John Greening - Tuesday 12th October

To supplement our regular fourth-Tuesday readings we will be holding a number of special events in 2010 and 2011, the first of which is on Tuesday 12th October with a reading from the wonderful John Greening.

'a significant presence in contemporary English poetry' (Acumen)

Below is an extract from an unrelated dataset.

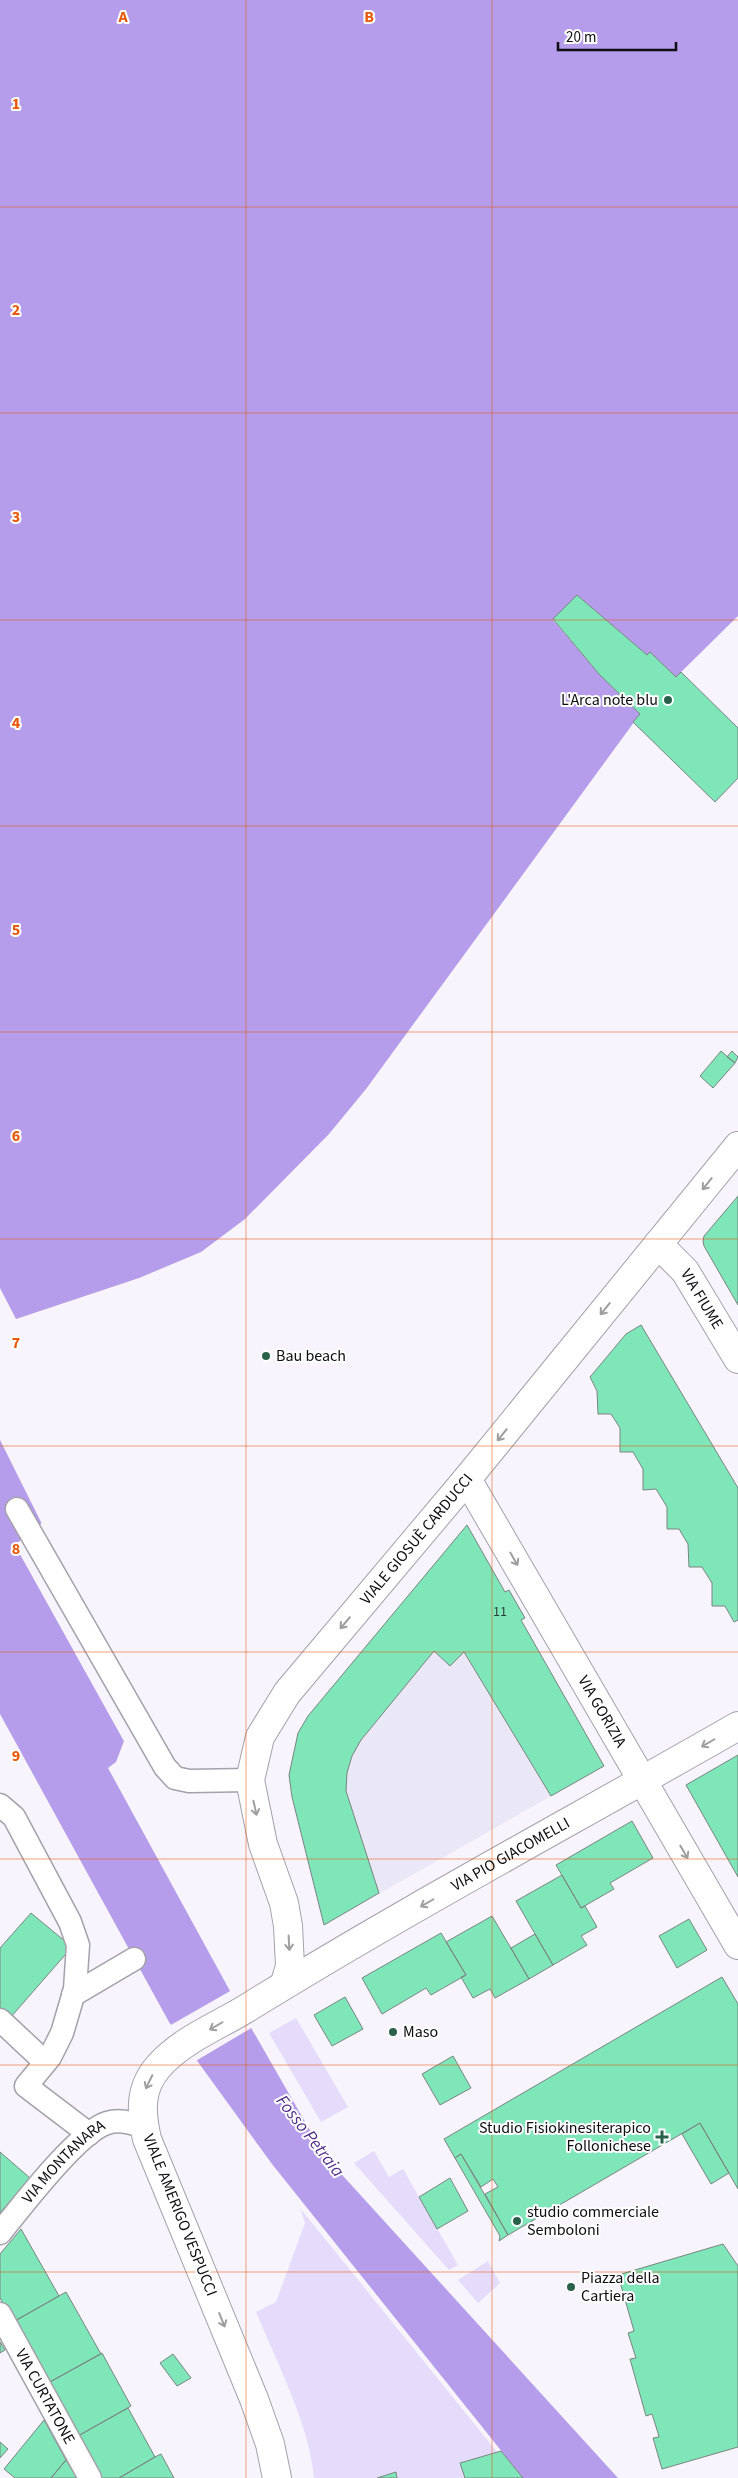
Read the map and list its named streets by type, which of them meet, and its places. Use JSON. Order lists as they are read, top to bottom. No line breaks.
{"streets":{"street":["VIA FIUME","VIALE GIOSUÈ CARDUCCI","VIA GORIZIA","VIA PIO GIACOMELLI","VIALE AMERIGO VESPUCCI"],"lane":["VIA MONTANARA","VIA CURTATONE"]},"crossings":[["VIA FIUME","VIALE GIOSUÈ CARDUCCI"],["VIALE GIOSUÈ CARDUCCI","VIA GORIZIA"],["VIALE GIOSUÈ CARDUCCI","VIA PIO GIACOMELLI"],["VIALE GIOSUÈ CARDUCCI","VIALE AMERIGO VESPUCCI"],["VIA GORIZIA","VIA PIO GIACOMELLI"],["VIA PIO GIACOMELLI","VIALE AMERIGO VESPUCCI"],["VIA MONTANARA","VIALE AMERIGO VESPUCCI"]],"one_way":["VIALE GIOSUÈ CARDUCCI","VIA GORIZIA","VIA PIO GIACOMELLI","VIALE AMERIGO VESPUCCI"],"water":["Fosso Petraia"],"places":{"other":["L'Arca note blu","Bau beach","Maso","studio commerciale Semboloni","Piazza della Cartiera"],"health":["Studio Fisiokinesiterapico Follonichese"]},"house_numbers":["11"],"scale_bar":"20 m","grid":{"columns":["A","B"],"rows":["1","2","3","4","5","6","7","8","9"]}}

Author of eleven collections, John Greening has won numerous awards for his poetry, including the Bridport and TLS Centenary Prizes and the Cholmondeley Award. He has written poetry inspired by experiences including VSO work in Aswan, Upper Egypt, teaching Vietnamese Boat People in Scotland and pursuing a Society of Authors award to research his father's wartime years in Iceland. His writing extends to plays, short stories, criticism and even song cycles: 'Falls' premiered by the Dunedin Consort at the Wigmore Hall and has since been on tour in Scotland and Canada. He will be reading from his new selected 'Hunts: Poems 1979-2009'.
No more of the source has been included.